Une victime d'erreur judiciaire attend toujours les réponses promises par la police


Temps de lecture :
4 minutes
Par La Presse Canadienne, 2024
Robert Mailman soufflera ses 77 chandelles ce mois-ci et, en guise de cadeau d'anniversaire, il n'aimerait rien de plus que des réponses sur ce qui l'a conduit à passer 18 ans en prison pour un meurtre qu'il n'a pas commis.
Le Néo-Brunswickois espère mettre la main sur une copie de l'examen externe commandé par le chef de police de Saint-Jean, au Nouveau-Brunswick, sur la gestion de son dossier par les autorités policières. M. Mailman et son ami Walter Gillespie ont purgé de longues peines de prison après avoir été reconnus coupables d'un meurtre en 1983, et ce n'est qu'en janvier 2024 qu'un tribunal a jugé qu'ils avaient été victimes d'une erreur judiciaire.
Le Comité des commissaires de police de Saint-Jean a indiqué que l'examen était terminé et qu'il faisait l'objet d'une vérification de confidentialité, mais aucune date n'a été donnée pour sa publication.
«J'aimerais voir l'examen, avoir des réponses», a déclaré M. Mailman lors d'une entrevue téléphonique la semaine dernière. «Une copie qui n'a pas de réponses, vous pouvez tout aussi bien la jeter à la poubelle.»
MM. Mailman et Gillespie ont été blanchis après que le ministre fédéral de la Justice, Arif Virani, a examiné leur dossier et ordonné un nouveau procès, citant des preuves qui remettaient en question l’équité générale de la poursuite.

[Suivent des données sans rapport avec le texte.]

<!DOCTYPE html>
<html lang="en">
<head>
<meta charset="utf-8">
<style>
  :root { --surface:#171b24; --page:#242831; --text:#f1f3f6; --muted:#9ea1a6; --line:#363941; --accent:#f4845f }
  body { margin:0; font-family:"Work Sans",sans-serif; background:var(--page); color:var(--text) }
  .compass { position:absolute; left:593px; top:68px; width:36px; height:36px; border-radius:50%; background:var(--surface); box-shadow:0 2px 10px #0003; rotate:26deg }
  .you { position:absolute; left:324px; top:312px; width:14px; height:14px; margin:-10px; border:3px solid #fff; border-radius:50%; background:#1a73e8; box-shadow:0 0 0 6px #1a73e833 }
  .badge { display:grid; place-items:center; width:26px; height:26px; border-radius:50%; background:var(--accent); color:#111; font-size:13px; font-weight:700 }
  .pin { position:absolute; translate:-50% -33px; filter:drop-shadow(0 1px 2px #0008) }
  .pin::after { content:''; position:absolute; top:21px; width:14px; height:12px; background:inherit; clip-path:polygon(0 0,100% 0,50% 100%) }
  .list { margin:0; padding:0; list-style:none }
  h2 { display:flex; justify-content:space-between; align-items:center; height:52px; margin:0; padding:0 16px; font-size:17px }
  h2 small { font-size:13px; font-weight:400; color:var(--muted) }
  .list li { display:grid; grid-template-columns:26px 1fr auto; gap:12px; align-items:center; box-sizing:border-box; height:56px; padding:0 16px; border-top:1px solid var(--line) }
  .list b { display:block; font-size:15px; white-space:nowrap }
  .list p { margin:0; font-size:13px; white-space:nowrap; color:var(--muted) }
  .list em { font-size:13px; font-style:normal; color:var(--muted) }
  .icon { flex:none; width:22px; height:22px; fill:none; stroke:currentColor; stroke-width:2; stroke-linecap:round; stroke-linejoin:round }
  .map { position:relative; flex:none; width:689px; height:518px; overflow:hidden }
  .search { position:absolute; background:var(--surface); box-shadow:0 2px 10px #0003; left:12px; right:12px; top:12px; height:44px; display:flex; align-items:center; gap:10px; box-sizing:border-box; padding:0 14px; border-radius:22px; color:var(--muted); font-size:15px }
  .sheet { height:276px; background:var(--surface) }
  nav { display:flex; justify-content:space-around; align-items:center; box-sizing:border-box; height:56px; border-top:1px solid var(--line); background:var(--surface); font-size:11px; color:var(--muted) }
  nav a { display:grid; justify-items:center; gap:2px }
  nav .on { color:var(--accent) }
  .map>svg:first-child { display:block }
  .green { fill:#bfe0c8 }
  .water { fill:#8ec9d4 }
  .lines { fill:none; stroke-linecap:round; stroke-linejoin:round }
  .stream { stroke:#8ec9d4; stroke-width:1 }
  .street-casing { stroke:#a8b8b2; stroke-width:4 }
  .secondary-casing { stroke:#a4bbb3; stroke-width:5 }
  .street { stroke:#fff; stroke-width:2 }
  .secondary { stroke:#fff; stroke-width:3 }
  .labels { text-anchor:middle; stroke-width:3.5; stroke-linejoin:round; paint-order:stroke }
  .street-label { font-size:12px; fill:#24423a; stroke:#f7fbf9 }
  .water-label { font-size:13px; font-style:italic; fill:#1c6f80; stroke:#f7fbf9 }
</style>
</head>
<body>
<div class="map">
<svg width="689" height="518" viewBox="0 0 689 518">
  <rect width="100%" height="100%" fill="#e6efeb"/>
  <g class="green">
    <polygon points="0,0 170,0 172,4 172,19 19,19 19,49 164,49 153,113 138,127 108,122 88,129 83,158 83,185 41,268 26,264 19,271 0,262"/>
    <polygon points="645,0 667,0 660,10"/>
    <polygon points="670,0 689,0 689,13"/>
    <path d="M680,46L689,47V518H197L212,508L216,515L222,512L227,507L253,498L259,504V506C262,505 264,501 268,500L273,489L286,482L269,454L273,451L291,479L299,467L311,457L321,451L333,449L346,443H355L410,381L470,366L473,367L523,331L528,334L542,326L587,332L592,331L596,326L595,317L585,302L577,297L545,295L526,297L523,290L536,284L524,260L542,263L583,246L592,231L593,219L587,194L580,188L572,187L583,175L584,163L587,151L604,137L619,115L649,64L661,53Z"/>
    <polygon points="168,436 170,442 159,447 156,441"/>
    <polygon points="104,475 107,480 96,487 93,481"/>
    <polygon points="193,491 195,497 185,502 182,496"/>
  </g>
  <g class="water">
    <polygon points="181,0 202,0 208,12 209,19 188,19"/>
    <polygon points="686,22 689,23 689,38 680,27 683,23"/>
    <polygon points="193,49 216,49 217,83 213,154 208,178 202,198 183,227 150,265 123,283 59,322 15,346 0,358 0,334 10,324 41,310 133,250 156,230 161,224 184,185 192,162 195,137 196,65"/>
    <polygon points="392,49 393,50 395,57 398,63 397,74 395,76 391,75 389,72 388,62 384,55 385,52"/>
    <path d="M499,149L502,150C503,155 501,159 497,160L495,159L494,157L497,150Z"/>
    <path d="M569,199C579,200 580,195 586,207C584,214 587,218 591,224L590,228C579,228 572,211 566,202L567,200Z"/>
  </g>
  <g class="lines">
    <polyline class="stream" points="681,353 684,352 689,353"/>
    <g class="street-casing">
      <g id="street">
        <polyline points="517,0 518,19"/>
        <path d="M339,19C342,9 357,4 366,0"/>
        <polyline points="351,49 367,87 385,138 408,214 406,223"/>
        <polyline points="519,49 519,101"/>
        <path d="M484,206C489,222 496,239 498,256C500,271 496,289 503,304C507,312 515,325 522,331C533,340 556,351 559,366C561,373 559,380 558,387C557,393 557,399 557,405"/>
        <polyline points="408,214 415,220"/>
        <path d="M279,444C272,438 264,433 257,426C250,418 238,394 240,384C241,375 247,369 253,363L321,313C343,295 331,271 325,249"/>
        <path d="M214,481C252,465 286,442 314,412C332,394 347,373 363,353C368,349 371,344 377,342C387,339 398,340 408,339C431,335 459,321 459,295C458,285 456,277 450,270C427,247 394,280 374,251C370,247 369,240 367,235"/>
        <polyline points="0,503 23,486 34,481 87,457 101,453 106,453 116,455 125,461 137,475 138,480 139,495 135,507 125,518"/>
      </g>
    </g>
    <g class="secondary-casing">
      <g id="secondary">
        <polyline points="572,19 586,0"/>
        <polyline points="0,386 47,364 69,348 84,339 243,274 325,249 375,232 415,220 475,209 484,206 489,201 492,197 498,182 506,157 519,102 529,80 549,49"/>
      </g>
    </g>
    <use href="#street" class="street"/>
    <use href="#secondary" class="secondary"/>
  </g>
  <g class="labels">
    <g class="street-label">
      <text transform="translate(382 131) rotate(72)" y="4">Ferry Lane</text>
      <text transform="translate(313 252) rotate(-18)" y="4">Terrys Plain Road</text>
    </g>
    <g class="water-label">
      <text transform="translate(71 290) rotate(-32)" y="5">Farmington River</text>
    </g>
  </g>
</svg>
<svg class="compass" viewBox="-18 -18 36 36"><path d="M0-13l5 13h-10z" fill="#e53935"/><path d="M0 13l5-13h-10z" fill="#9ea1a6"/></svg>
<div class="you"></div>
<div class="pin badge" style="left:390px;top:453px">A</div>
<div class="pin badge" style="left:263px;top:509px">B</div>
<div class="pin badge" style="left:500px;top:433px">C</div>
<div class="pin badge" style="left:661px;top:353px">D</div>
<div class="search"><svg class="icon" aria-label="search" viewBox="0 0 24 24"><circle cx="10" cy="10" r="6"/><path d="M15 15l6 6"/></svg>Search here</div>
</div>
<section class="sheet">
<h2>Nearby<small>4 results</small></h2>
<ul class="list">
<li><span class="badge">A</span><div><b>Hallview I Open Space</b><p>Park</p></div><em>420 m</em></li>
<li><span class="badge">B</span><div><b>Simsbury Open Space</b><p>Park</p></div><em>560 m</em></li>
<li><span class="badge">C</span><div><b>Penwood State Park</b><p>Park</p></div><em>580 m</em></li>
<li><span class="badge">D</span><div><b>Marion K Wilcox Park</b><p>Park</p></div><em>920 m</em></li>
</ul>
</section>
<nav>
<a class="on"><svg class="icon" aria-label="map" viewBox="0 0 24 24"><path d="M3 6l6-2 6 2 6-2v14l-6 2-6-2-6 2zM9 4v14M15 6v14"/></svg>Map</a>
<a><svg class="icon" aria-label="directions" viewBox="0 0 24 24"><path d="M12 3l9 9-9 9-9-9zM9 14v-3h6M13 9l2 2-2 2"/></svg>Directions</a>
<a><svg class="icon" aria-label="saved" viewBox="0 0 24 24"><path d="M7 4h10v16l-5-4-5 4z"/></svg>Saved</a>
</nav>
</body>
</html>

Après que la Couronne a annoncé le 4 janvier 2024 qu’elle ne présenterait aucune preuve et que les hommes ont été formellement acquittés, des questions subsistaient sur la condamnation initiale de 1984. Innocence Canada, qui a mené la lutte pour exonérer les deux hommes, a allégué dans un document judiciaire que les condamnations étaient le résultat d’une «vision tunnel de la police, de la non divulgation de preuves importantes, des rétractations des deux principaux témoins de la Couronne» et du fait d'avoir ignoré les alibis solides des deux hommes.
M. Gillespie, qui a passé 21 ans en prison, avait allégué à plusieurs reprises avant sa mort en avril dernier qu’on lui avait dit qu’il pourrait éviter la prison en signant de faux aveux imputant la responsabilité du meurtre à M. Mailman. Il a rapporté que la police de Saint-Jean lui avait dit que s’il refusait de signer les aveux, il serait envoyé en prison à vie.
Punir la police
M. Mailman a fait savoir que si des membres de la police qui ont influencé des témoins ou falsifié des informations sont encore en vie, il aimerait les voir traduits en justice.
«Ils ne devraient pas y avoir de juge-bourreau ou quoi que ce soit d'autre d'assis dans un commissariat de police, a-t-il soutenu. Et s'ils ont fait quelque chose de mal, alors ils devraient être tenus responsables. S'ils ne sont pas tenus responsables (...) la prochaine erreur judiciaire est imminente.»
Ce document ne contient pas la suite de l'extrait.